In recent years, television has proven to be a progressive, efficient medium in which to showcase queer narratives. I hope to analyze some of these narratives, as well as trace their histories within different religions.
DISCLAIMER: I cannot cover all identities (sexual and/or gender) and religions, unfortunately, as television has only recently begun to delve into intersectionality within the past few decades. So, I will begin by covering Abrahamic religions, as Christianity, Judaism, and Islam (to a much lesser extent) get the bulk of this interaction with queerness.
Transparent & Judaism
Transparent, a Golden Globe-winning Amazon series, tells the story of the Pfeffermans: a Jewish family that has three queer relatives. Maura (formerly known as Mort) reveals to her ex-wife and children that she is a trans woman. Sarah, the oldest sibling, identifies as a lesbian while youngest daughter Ali describes herself as fluid, as she dates men, women, and trans men throughout the show’s two seasons.

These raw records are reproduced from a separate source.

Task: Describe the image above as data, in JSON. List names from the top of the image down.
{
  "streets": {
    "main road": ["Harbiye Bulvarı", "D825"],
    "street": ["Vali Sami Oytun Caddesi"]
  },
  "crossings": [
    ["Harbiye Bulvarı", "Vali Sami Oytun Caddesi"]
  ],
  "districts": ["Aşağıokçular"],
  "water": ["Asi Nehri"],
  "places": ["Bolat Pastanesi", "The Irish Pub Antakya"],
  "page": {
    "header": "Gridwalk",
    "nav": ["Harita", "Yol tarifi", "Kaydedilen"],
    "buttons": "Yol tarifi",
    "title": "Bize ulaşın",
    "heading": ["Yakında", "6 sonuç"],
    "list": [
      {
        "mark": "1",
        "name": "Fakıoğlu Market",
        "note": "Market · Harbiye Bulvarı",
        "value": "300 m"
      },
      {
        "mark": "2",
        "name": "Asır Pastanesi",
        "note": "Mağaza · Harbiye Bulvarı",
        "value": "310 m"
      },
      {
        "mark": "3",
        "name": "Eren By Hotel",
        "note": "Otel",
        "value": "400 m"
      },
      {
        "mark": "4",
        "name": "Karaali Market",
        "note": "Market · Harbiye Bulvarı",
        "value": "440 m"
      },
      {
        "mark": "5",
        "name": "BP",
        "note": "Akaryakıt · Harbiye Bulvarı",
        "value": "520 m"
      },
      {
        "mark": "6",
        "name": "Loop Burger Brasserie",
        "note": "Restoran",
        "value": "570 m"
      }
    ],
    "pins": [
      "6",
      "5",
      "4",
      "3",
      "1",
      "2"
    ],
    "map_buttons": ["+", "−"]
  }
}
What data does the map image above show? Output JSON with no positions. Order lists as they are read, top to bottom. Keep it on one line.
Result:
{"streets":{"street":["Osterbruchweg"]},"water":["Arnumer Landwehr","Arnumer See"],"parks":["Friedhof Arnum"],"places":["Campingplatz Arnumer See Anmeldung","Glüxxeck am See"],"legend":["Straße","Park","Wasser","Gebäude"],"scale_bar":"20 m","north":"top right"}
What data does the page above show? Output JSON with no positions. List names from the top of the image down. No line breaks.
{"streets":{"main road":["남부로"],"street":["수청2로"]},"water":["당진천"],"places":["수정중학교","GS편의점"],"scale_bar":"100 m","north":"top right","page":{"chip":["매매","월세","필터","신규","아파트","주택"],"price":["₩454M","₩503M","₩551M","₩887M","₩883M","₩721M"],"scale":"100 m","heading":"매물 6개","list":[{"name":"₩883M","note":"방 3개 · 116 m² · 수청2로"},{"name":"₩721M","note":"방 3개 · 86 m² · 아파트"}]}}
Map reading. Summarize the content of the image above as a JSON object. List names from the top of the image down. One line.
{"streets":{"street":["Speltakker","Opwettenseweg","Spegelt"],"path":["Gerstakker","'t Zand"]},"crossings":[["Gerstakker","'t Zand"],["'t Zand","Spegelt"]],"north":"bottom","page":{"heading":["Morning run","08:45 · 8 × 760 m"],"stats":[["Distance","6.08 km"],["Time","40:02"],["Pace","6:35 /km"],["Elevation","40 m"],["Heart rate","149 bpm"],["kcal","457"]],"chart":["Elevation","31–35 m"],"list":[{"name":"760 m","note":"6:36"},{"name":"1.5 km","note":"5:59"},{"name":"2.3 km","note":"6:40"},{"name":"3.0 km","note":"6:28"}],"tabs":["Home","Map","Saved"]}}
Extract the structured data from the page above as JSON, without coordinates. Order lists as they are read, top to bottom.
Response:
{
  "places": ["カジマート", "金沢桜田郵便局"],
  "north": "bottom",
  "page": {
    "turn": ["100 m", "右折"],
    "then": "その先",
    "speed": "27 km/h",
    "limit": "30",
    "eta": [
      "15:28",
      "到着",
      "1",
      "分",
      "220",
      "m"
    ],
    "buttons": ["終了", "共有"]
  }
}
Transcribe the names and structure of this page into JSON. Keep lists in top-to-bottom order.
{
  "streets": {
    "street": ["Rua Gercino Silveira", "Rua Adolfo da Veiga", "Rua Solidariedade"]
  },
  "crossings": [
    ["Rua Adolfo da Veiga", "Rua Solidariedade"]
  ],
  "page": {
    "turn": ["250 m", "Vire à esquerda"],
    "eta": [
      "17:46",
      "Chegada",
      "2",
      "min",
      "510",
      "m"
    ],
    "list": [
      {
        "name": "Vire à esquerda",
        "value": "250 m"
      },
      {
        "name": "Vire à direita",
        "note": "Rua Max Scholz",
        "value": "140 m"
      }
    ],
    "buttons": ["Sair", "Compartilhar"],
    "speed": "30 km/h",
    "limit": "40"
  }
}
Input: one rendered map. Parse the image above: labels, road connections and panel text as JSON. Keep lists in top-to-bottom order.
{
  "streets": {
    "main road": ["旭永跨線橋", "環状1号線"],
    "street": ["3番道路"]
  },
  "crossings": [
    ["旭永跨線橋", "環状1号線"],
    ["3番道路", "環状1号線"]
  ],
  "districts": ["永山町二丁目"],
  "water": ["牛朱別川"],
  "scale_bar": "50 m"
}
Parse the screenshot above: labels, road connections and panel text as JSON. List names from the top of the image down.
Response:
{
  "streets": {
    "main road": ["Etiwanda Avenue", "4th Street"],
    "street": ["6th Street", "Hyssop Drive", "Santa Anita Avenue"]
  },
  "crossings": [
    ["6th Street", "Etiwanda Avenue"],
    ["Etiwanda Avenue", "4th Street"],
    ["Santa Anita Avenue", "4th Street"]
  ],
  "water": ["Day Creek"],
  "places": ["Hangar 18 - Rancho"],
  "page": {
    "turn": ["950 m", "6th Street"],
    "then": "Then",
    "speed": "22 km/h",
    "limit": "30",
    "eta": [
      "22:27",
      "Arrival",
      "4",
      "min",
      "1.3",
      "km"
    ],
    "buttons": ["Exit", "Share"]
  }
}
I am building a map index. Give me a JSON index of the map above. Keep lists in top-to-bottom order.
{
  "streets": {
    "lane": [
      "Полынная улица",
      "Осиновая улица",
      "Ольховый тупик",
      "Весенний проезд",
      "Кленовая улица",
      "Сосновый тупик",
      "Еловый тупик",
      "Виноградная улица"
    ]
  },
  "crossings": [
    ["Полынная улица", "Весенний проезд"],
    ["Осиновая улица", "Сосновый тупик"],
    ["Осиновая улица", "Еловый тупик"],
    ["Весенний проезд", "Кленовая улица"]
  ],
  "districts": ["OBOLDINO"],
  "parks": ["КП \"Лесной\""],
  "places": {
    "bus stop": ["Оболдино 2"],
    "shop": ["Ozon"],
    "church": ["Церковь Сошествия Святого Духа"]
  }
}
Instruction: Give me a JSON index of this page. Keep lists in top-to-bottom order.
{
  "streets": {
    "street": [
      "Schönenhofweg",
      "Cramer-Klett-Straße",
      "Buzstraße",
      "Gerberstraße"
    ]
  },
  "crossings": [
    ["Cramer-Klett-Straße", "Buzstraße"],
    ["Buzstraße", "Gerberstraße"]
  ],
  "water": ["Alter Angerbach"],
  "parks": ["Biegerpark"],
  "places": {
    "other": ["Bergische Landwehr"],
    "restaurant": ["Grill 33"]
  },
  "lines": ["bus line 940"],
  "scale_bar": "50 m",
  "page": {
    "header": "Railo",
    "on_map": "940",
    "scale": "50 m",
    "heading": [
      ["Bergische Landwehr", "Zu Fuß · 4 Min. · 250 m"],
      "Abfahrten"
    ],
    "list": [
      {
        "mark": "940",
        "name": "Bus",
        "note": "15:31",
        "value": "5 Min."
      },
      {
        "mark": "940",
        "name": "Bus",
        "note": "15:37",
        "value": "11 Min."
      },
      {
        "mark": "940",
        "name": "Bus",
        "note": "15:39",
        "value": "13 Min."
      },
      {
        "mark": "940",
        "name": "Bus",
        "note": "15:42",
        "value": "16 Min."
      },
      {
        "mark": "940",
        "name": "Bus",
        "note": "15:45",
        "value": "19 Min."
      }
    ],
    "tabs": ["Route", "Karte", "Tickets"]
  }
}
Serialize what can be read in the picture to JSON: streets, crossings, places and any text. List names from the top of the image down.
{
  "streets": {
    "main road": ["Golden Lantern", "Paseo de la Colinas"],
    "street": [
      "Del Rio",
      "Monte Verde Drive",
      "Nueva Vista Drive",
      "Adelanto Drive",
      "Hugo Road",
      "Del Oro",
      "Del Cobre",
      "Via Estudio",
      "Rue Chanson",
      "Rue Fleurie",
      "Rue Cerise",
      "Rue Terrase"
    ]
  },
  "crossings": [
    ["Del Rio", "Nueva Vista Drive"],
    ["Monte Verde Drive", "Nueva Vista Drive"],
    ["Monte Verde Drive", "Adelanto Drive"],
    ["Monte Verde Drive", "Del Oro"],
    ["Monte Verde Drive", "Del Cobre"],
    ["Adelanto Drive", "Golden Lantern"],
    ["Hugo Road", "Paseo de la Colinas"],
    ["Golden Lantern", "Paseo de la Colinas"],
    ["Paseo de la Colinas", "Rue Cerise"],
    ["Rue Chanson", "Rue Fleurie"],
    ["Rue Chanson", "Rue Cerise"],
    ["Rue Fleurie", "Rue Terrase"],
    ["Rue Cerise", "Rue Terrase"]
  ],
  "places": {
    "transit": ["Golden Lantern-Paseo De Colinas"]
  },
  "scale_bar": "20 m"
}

Transparent utilizes Judaism as a vehicle to unite the Pfeffermans: from break the fast meals during Yom Kippur to minyans. Though the show does not focus on religion specifically, there is an emphasis on the cultural impact Judaism has on each character. For example, in the season one finale “Why Do We Cover the Mirrors?” the episode’s title relates to the tradition during shiva of covering mirrors, so as to eliminate vanity during the mourning process. Though the family had recently lost a member, the covering of the mirrors is thematically symbolic as each character is struggling with their identity; Maura is navigating her new life as a woman, Sarah has left her husband for another woman, and Ali finds herself sexually confused.
However, season two is more blatant in displaying the intersection between religion and sexuality, as there is a flashback storyline involving Gittel, a Pfefferman and transwoman who lived in Berlin in the 1930’s. She resided at the Magnus Hirschfeld Institute, which was a private sexology institute that promoted tolerance and gay rights in Germany. Despite the political climate following the Weimer era, the institute provided refuge for Jewish queer people at the time. In Transparent’s poignant finale, though, we see Gittel being taken away by Nazi soldiers.
In the Old Testament, homosexuality is explicitly condemned. Leviticus 20:13 states that “If a man lies with a man as one lies with a woman, both of them have committed an abomination; they shall surely be put to death; their blood shall be upon them.” However, this verse solely relates to male homosexuality, and not once is lesbianism mentioned in the Bible. This distinction might imply that lesbianism is not as egregious as male homosexuality, though it still remains sinful.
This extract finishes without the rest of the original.